Effects of nano-AlN and sintering atmosphere on microstructure and properties of vitrified bond

The Na2O-B2O3-SiO2 glass with low thermal expansion coefficient and melting point is suited to manufacture vitrified bond superhard grinding tool. However, its bending strength, fracture mode, and chemical durability are lower. Some additives, such as alumina, calcium and/or zinc oxides, and so on, were added in the vitrified bond in order to improve the property of grinding tool. In this work, a new additive of nano-AlN was added in Na2O-B2O3-SiO2 vitrified bond for improving microstructure and properties of the vitrified bond. The Na2O-B2O3-SiO2 vitrified bonds with and without nano-AlN were sintered at different atmosphere.
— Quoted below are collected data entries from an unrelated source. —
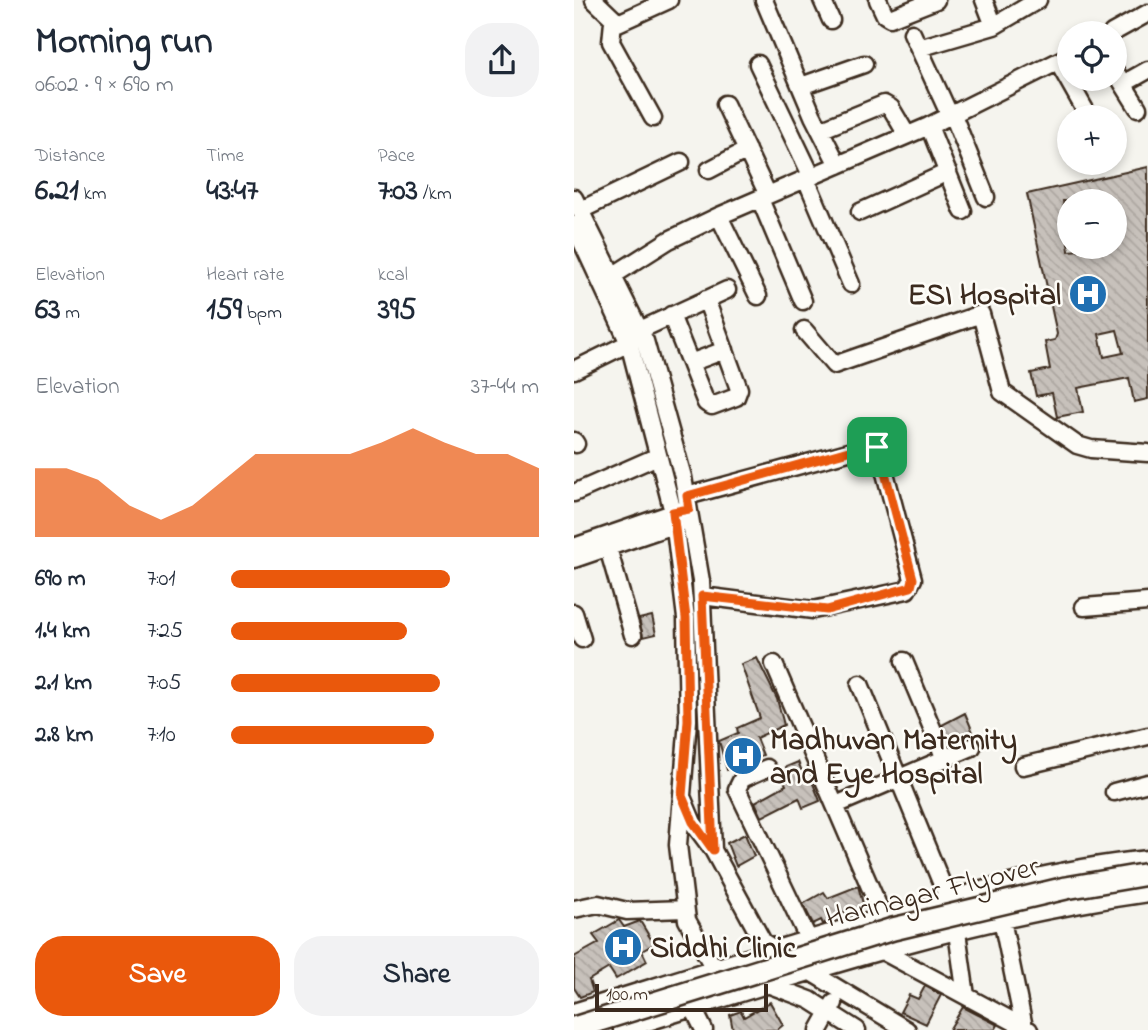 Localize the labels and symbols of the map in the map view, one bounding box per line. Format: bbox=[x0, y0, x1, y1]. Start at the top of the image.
hospital icon: ESI Hospital bbox=[1067, 273, 1109, 315]
place label: ESI Hospital bbox=[908, 275, 1061, 319]
pin bbox=[847, 417, 907, 477]
place label: Madhuvan Maternity and Eye Hospital bbox=[770, 720, 1017, 798]
hospital icon: Madhuvan Maternity and Eye Hospital bbox=[722, 735, 764, 777]
street label: Harinagar Flyover bbox=[821, 846, 1045, 942]
hospital icon: Siddhi Clinic bbox=[602, 926, 644, 968]
place label: Siddhi Clinic bbox=[650, 928, 797, 972]
scale bar bbox=[595, 981, 768, 1013] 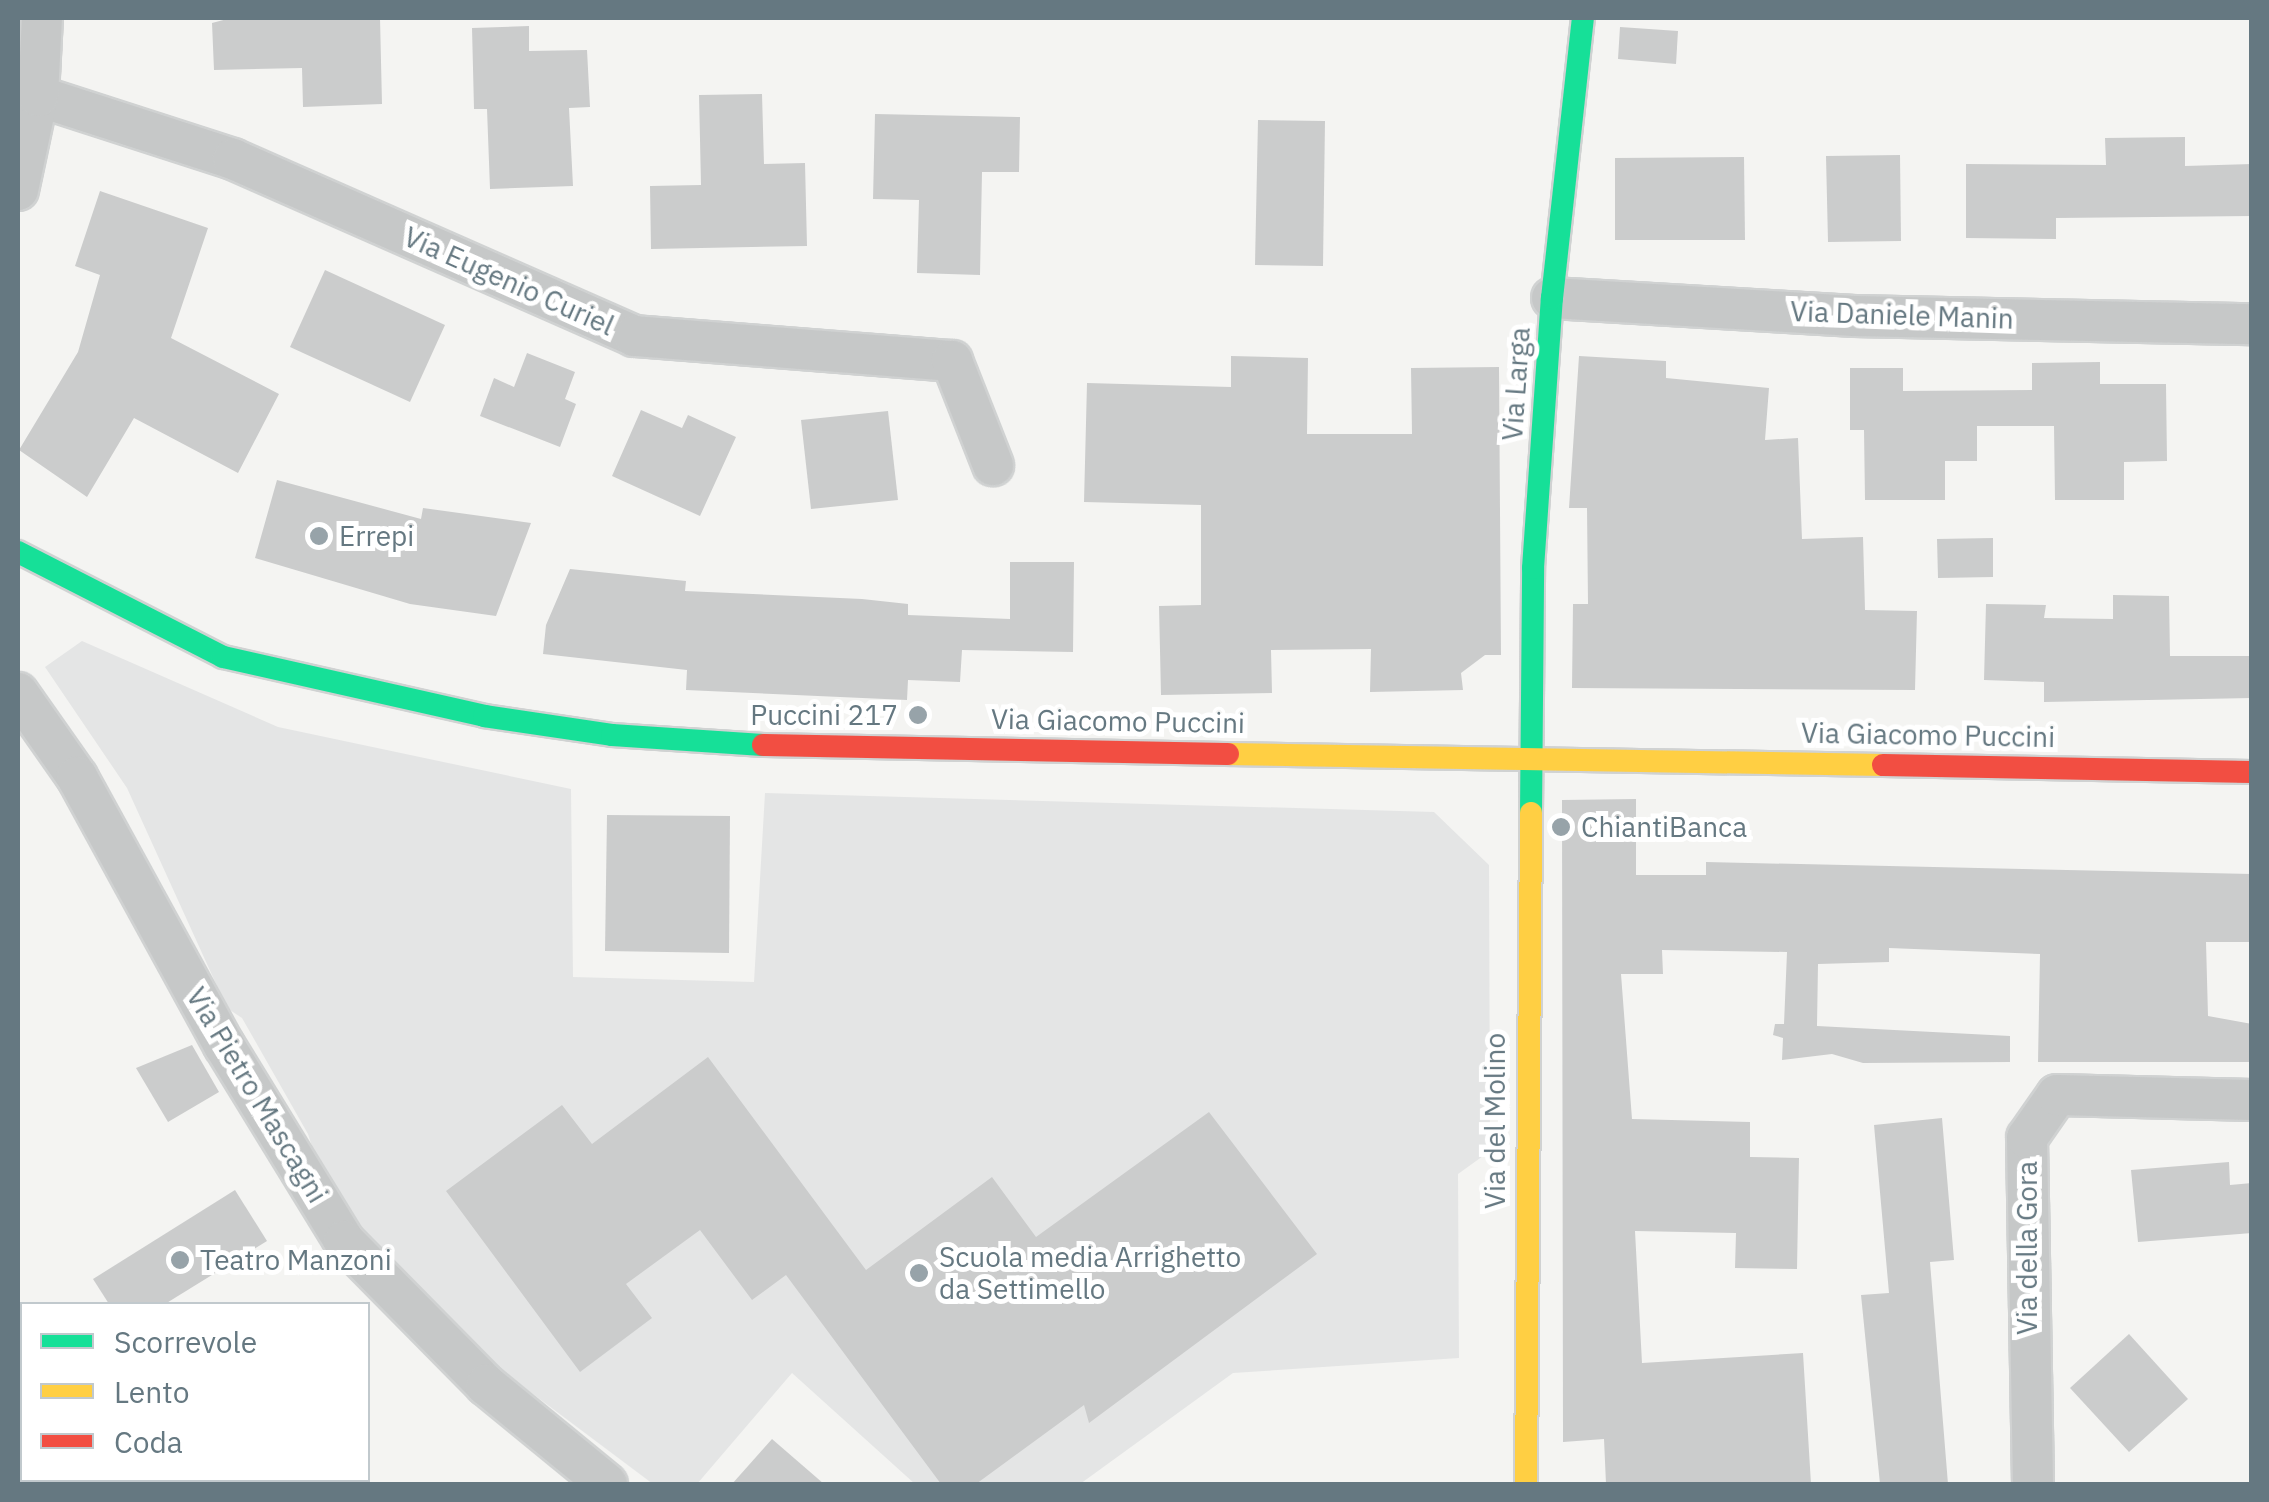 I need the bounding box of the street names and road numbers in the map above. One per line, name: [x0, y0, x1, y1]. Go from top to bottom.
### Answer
street label: Via Eugenio Curiel: [399, 220, 619, 342]
street label: Via Daniele Manin: [1790, 294, 2014, 336]
street label: Via Larga: [1495, 326, 1537, 442]
street label: Via Giacomo Puccini: [991, 702, 1245, 740]
street label: Via Giacomo Puccini: [1801, 716, 2055, 754]
street label: Via Pietro Mascagni: [179, 981, 335, 1209]
street label: Via del Molino: [1478, 1033, 1512, 1209]
street label: Via della Gora: [2010, 1161, 2044, 1335] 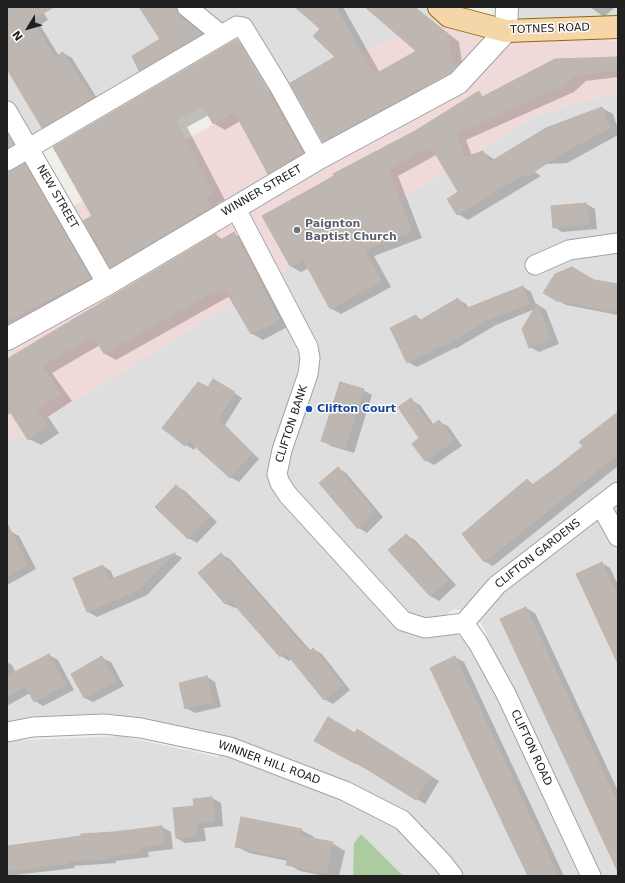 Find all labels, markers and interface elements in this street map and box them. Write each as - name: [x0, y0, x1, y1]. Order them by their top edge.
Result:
- north arrow: [8, 8, 48, 48]
- street label: TOTNES ROAD: [510, 21, 590, 37]
- text: N: [10, 28, 26, 43]
- street label: NEW STREET: [33, 163, 81, 231]
- street label: WINNER STREET: [219, 163, 305, 219]
- place label: Paignton Baptist Church: [305, 217, 397, 243]
- marker: Paignton Baptist Church: [292, 225, 302, 235]
- street label: CLIFTON BANK: [273, 384, 311, 464]
- place label: Clifton Court: [317, 402, 396, 416]
- marker: Clifton Court: [304, 404, 314, 414]
- street label: CLIFTON GARDENS: [493, 517, 583, 591]
- street label: CLIFTON ROAD: [508, 708, 554, 788]
- street label: WINNER HILL ROAD: [216, 738, 322, 788] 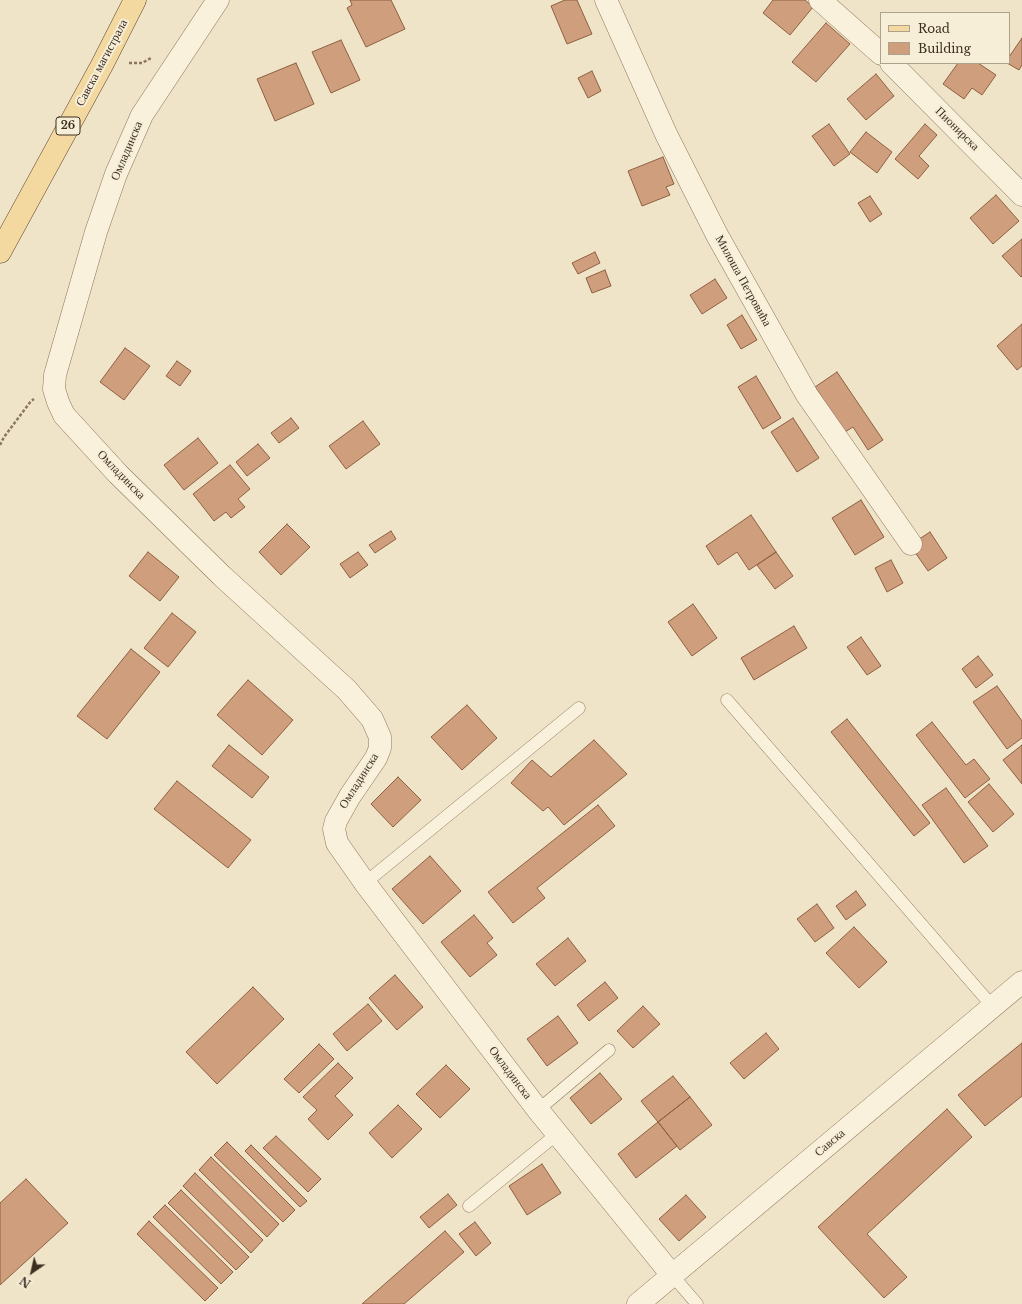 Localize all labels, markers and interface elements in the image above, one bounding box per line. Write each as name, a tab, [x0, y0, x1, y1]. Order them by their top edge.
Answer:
legend	[880, 12, 1010, 64]
street label: Савска магистрала	[73, 17, 131, 109]
text: Road	[918, 21, 950, 36]
text: Building	[918, 41, 971, 56]
street label: Пионирска	[932, 104, 982, 154]
road number: 26	[56, 117, 80, 135]
street label: Омладинска	[108, 119, 146, 183]
street label: Милоша Петровића	[712, 233, 774, 329]
street label: Омладинска	[94, 447, 148, 503]
street label: Омладинска	[336, 751, 382, 811]
street label: Омладинска	[485, 1044, 535, 1102]
street label: Савска	[812, 1126, 848, 1160]
north arrow	[12, 1252, 52, 1292]
text: N	[17, 1273, 33, 1291] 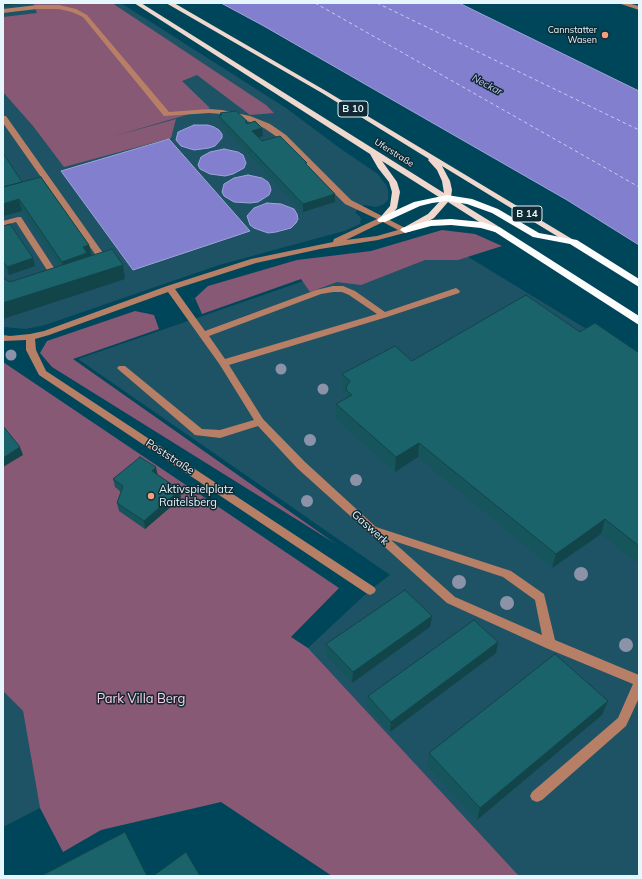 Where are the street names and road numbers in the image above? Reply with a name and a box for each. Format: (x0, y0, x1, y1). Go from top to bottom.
road number: B 10 (338, 101, 368, 117)
street label: Uferstraße (372, 137, 416, 169)
road number: B 14 (512, 206, 542, 222)
street label: Poststraße (143, 436, 197, 478)
street label: Gaswerk (349, 508, 391, 548)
The effects of nano-AlN and sintering atmosphere on the microstructure and properties of Na2O-B2O3-SiO2 vitrified bonds were investigated. The results show that the highest bending strength, impact strength, and wear resistance were obtained when the Na2O-B2O3-SiO2 with nano-AlN of 6% was sintered at argon, because nano-AlN as crystallization nucleus promotes the crystallization of α-SiO2, β-SiO2, and tridymite during sintering process. The microstructures of the crystalline phases were refined. When the vitrified bonds with nano-AlN were sintered at air, the nano-AlN powder was oxidated and decomposed into Al2O3 and gas. The decomposition of nano-AlN increases slightly the bending strength and wear resistance of the vitrified bond due to the increasing amount of crystalline phase, but the decomposition of nano-AlN increases the amount of small close pores and size of crystalline phase, which results in the decreasing of impact strength of vitrified bond.